Recipe for disaster: Pressure cookers a savage’s favorite
By JOSH MARGOLIN and JOSH SAUL
Last Updated: 10:12 AM, April 17, 2013
Posted: 1:11 AM, April 17, 2013
AFP/Getty Images
A crime-scene investigator holds the twisted remains of the first explosive device that detonated near the finish line of the Boston Marathon yesterday.
The pressure-cooker bombs that exploded in the viewing area of the Boston Marathon have long been favored by terrorists across the globe.
The two used in Monday’s attack are similar to devices in the failed 2010 Times Square bombing and the 2006 Mumbai train bombings that killed more than 200 people, officials said.
“They’re made out of stainless steel and the whole idea is the pressure builds up and when it explodes it rips the metal into shrapnel . . . And it all fits in a duffle bag,” said Matthew Horace, retired special agent in charge of the federal Bureau of Alcohol, Tobacco, Firearms and Explosives field office in Newark.
“This is done just to harm people. It’s the explosive pressure that explodes out and tears the metal at like 200 mph.”
Pressure cookers have become terrorists’ bomb casing of choice because security teams usually remove garbage cans and mailboxes in advance of high-profile or sensitive events, Horace added.
Pressure cookers are common in South Asia and the Middle East and don’t usually arouse suspicion there, according to an Interagency Counter Terrorism Task Force advisory sent out to NYPD and other first-responders yesterday.
But because the cooking appliances are less common in the United States, “the presence of a pressure cooker in an unusual location such as a building lobby or busy street corner should be treated as suspicious,” the advisory said.
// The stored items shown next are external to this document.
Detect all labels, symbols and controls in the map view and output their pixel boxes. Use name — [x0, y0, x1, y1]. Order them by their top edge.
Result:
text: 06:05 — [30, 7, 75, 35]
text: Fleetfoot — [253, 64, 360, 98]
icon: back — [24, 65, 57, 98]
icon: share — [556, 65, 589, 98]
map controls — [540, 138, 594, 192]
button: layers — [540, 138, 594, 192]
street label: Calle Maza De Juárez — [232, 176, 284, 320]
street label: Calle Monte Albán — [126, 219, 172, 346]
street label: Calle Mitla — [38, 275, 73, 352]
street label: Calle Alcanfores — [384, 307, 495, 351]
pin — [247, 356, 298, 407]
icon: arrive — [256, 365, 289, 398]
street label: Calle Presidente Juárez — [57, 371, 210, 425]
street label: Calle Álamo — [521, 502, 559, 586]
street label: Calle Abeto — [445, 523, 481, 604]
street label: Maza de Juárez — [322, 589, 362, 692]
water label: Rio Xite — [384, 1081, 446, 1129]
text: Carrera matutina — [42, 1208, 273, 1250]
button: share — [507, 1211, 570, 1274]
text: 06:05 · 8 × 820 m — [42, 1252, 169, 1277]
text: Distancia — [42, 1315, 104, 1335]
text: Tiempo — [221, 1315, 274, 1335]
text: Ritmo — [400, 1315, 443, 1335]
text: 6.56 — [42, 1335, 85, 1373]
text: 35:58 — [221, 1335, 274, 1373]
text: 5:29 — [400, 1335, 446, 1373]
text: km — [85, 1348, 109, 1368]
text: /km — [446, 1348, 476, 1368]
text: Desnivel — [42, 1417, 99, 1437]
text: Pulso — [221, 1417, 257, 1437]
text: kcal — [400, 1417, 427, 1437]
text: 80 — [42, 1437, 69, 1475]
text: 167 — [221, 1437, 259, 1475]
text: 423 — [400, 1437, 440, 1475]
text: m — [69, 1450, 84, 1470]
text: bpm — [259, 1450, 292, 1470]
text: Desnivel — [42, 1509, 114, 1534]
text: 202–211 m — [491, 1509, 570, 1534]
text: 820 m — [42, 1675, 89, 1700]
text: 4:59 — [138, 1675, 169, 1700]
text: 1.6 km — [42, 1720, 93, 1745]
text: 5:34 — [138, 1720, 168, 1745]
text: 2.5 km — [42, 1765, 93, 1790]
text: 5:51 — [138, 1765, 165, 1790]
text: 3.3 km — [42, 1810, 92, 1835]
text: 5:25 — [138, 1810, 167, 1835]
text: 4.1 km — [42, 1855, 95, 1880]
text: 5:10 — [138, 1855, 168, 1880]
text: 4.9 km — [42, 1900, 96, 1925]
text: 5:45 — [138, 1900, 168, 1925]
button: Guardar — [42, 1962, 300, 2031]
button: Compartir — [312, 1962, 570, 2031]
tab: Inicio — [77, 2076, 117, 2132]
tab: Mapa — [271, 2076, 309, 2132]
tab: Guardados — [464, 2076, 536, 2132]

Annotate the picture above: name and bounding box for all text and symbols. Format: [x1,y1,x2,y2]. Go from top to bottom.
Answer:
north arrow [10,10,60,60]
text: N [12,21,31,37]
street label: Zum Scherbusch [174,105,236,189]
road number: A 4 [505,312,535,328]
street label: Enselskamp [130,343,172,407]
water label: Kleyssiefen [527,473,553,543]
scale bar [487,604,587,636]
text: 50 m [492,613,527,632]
When American citizen Faisal Shahzad tried to blow up Times Square with a SUV-load of explosives in 2010, he used a pressure-cooker bomb packed with 120 firecrackers as part of the payload.
Authorities also found two pressure cookers — along with other bomb-making materials — in the Texas hotel room of Naser Jason Abdo, an Army private arrested in 2011 for allegedly plotting to blow up a restaurant full of GIs.
The inexpensive bomb casings are used with greater frequency outside the United States, especially in Pakistan, Afghanistan and India.
To build a pressure-cooker bomb, terrorists surround an explosive with metal objects such as nuts and bolts or nails — to act as shrapnel — and use a cellphone, digital watch or garage-door opener to detonate the device.
Pressure cookers were regularly used in Afghanistan to attack US and coalition forces.
Al Qaeda’s Yemen branch provided detailed descriptions of how to build a pressure-cooker bomb in a 2010 issue of its magazine “Inspire,” in an article titled, “Make a bomb in the kitchen of your mom.”
White supremacists also have circulated copies of the al Qaeda magazine on their Web forums, according to the SITE Monitoring Service, a US independent group tracking online militant messaging.
In 1976, a pressure-cooker bomb hidden near Grand Central Terminal exploded as an NYPD Bomb Squad tried to defuse it, killing one cop and injuring three.